### [Action item]
Output exactly the lines that run from the start of the records to the line with "M852,274L878,324L829,350L803,300Z", counting both ends, and skip the pictures.

╭─ Material for this task

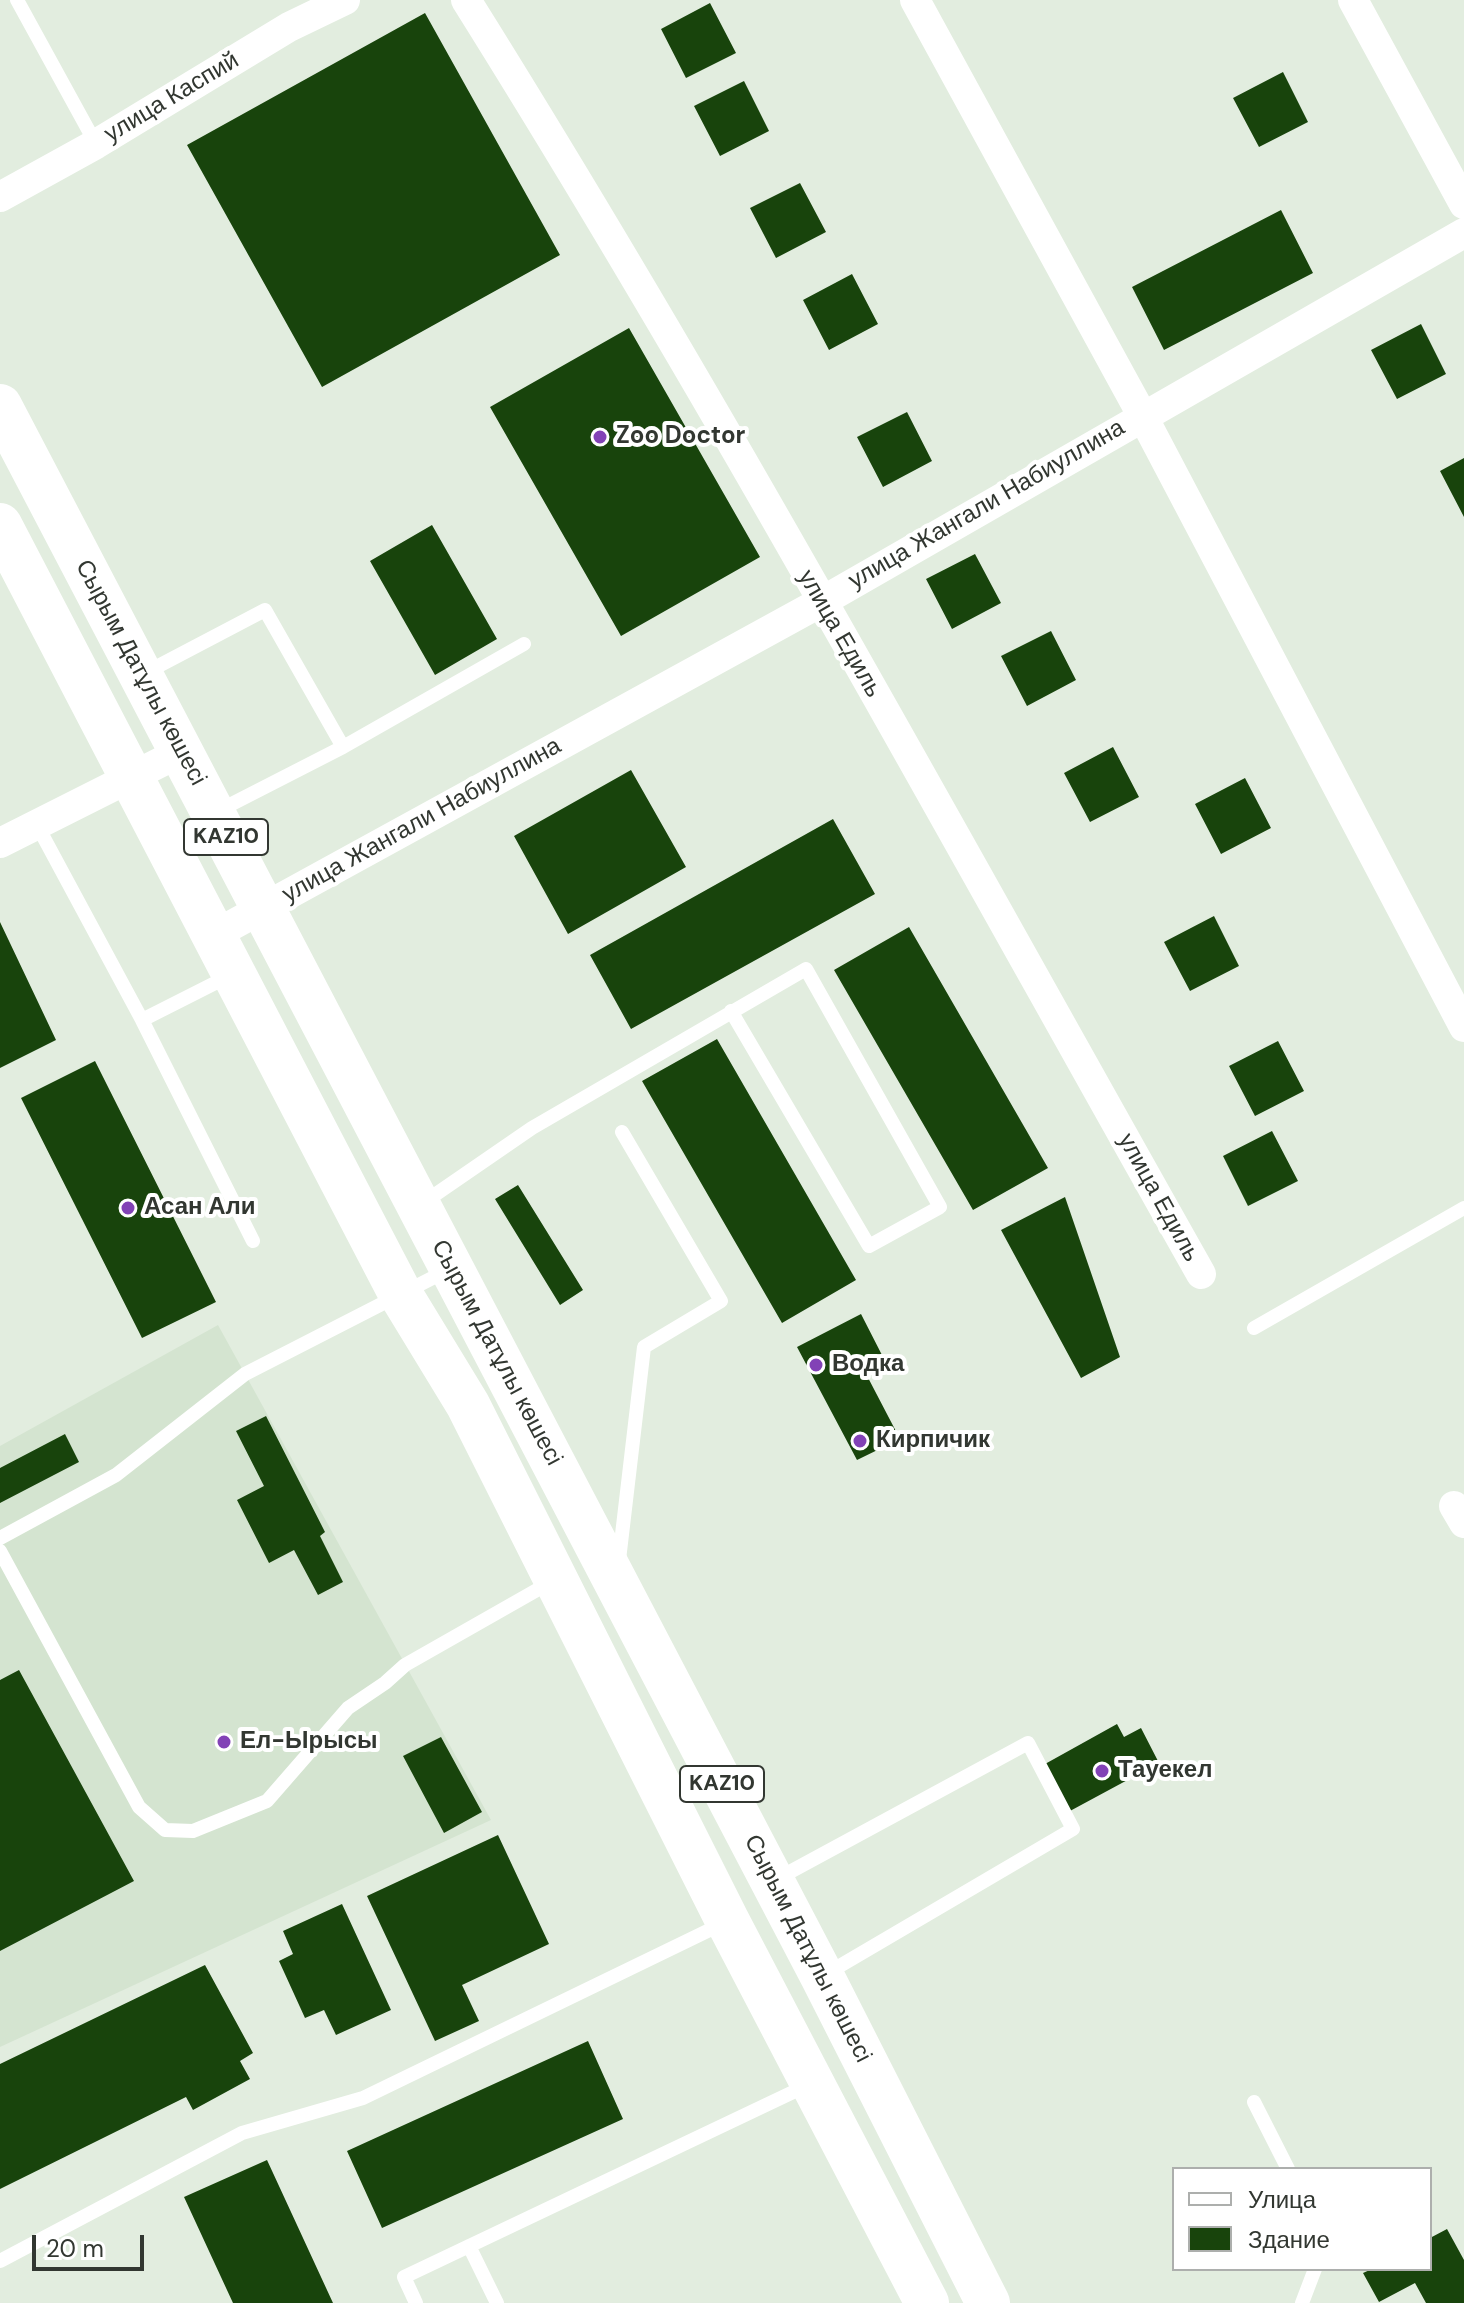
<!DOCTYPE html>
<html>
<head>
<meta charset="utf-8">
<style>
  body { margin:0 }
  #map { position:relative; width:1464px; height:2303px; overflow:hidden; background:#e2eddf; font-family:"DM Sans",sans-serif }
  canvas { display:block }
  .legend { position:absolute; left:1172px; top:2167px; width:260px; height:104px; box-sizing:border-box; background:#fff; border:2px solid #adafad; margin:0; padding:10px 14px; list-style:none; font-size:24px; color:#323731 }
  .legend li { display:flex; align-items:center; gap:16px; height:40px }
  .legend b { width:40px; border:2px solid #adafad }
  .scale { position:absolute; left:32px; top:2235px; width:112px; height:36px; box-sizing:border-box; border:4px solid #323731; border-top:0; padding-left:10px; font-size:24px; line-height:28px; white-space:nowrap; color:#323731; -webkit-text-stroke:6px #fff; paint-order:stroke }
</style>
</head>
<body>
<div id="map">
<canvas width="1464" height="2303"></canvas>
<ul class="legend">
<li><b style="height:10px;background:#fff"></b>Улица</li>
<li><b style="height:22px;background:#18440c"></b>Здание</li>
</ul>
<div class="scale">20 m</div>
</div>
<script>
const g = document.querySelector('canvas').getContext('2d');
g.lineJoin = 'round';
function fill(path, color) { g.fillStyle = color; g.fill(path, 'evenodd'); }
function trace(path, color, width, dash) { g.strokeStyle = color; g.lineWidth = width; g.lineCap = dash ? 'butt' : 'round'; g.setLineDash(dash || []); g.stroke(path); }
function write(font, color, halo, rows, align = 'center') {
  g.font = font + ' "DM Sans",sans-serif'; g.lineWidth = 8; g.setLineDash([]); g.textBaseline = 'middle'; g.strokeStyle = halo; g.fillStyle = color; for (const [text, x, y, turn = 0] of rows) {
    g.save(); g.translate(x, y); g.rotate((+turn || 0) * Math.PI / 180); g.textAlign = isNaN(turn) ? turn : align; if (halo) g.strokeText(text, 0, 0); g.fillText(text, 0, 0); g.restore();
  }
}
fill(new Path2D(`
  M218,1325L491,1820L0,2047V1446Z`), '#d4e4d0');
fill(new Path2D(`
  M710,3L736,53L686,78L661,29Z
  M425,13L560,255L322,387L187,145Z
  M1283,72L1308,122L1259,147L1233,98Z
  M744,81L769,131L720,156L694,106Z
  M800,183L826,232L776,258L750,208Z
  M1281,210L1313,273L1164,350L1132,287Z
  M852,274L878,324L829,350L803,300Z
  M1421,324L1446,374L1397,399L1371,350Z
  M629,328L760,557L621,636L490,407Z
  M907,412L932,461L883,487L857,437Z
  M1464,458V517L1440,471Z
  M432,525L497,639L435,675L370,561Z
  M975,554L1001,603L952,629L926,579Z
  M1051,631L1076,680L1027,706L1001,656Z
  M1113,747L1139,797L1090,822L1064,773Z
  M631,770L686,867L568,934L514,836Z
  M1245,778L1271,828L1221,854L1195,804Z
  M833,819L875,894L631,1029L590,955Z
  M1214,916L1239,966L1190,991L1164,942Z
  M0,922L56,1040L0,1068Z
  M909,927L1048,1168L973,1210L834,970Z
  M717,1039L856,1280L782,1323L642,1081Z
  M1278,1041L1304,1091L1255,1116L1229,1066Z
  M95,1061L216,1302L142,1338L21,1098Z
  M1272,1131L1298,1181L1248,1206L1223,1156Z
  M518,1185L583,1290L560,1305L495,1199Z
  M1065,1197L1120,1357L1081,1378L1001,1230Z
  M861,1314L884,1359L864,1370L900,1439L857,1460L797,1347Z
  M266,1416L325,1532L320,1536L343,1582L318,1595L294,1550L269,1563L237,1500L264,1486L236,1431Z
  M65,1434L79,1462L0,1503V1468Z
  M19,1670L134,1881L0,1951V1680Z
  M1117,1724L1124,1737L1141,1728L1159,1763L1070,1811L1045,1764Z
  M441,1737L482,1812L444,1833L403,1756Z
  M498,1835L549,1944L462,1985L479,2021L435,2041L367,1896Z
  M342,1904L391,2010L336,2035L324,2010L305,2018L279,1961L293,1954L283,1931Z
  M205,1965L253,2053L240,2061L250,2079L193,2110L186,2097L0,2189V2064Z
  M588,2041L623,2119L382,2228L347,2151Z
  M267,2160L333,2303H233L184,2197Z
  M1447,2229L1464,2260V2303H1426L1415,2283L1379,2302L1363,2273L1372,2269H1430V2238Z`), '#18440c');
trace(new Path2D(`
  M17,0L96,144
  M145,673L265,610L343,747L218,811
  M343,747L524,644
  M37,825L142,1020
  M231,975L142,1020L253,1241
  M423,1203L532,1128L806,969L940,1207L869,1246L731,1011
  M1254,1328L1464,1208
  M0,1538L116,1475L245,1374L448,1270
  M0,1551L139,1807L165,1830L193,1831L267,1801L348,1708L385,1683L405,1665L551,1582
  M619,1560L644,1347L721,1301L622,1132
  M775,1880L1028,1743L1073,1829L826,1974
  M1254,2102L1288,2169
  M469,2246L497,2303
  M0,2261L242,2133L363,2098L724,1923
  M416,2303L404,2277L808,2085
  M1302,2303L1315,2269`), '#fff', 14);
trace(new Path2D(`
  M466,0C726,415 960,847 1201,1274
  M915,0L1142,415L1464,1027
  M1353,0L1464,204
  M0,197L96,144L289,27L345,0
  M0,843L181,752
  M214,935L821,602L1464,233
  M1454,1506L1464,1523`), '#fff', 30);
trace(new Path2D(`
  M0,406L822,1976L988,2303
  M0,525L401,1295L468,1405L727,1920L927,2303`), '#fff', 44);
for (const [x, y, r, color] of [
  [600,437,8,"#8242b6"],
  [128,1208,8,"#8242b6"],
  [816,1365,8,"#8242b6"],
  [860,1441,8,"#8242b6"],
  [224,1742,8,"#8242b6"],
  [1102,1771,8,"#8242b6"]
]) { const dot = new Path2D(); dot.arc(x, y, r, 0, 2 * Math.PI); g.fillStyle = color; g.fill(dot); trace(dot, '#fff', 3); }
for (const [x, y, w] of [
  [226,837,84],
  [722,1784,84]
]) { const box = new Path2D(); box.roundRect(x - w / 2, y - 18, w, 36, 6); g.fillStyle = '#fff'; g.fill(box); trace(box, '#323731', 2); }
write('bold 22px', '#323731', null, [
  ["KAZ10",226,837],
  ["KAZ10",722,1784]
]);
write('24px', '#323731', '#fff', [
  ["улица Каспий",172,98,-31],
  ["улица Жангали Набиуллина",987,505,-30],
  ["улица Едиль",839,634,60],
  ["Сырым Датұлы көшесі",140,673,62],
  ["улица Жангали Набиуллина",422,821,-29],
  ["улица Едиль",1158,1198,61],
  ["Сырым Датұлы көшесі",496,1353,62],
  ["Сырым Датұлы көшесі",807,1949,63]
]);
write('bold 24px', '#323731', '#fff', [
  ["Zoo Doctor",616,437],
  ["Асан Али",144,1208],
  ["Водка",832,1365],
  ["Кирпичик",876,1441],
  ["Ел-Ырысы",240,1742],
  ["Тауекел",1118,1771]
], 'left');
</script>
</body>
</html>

╰─

### [Output of the exercise]
<!DOCTYPE html>
<html>
<head>
<meta charset="utf-8">
<style>
  body { margin:0 }
  #map { position:relative; width:1464px; height:2303px; overflow:hidden; background:#e2eddf; font-family:"DM Sans",sans-serif }
  canvas { display:block }
  .legend { position:absolute; left:1172px; top:2167px; width:260px; height:104px; box-sizing:border-box; background:#fff; border:2px solid #adafad; margin:0; padding:10px 14px; list-style:none; font-size:24px; color:#323731 }
  .legend li { display:flex; align-items:center; gap:16px; height:40px }
  .legend b { width:40px; border:2px solid #adafad }
  .scale { position:absolute; left:32px; top:2235px; width:112px; height:36px; box-sizing:border-box; border:4px solid #323731; border-top:0; padding-left:10px; font-size:24px; line-height:28px; white-space:nowrap; color:#323731; -webkit-text-stroke:6px #fff; paint-order:stroke }
</style>
</head>
<body>
<div id="map">
<canvas width="1464" height="2303"></canvas>
<ul class="legend">
<li><b style="height:10px;background:#fff"></b>Улица</li>
<li><b style="height:22px;background:#18440c"></b>Здание</li>
</ul>
<div class="scale">20 m</div>
</div>
<script>
const g = document.querySelector('canvas').getContext('2d');
g.lineJoin = 'round';
function fill(path, color) { g.fillStyle = color; g.fill(path, 'evenodd'); }
function trace(path, color, width, dash) { g.strokeStyle = color; g.lineWidth = width; g.lineCap = dash ? 'butt' : 'round'; g.setLineDash(dash || []); g.stroke(path); }
function write(font, color, halo, rows, align = 'center') {
  g.font = font + ' "DM Sans",sans-serif'; g.lineWidth = 8; g.setLineDash([]); g.textBaseline = 'middle'; g.strokeStyle = halo; g.fillStyle = color; for (const [text, x, y, turn = 0] of rows) {
    g.save(); g.translate(x, y); g.rotate((+turn || 0) * Math.PI / 180); g.textAlign = isNaN(turn) ? turn : align; if (halo) g.strokeText(text, 0, 0); g.fillText(text, 0, 0); g.restore();
  }
}
fill(new Path2D(`
  M218,1325L491,1820L0,2047V1446Z`), '#d4e4d0');
fill(new Path2D(`
  M710,3L736,53L686,78L661,29Z
  M425,13L560,255L322,387L187,145Z
  M1283,72L1308,122L1259,147L1233,98Z
  M744,81L769,131L720,156L694,106Z
  M800,183L826,232L776,258L750,208Z
  M1281,210L1313,273L1164,350L1132,287Z
  M852,274L878,324L829,350L803,300Z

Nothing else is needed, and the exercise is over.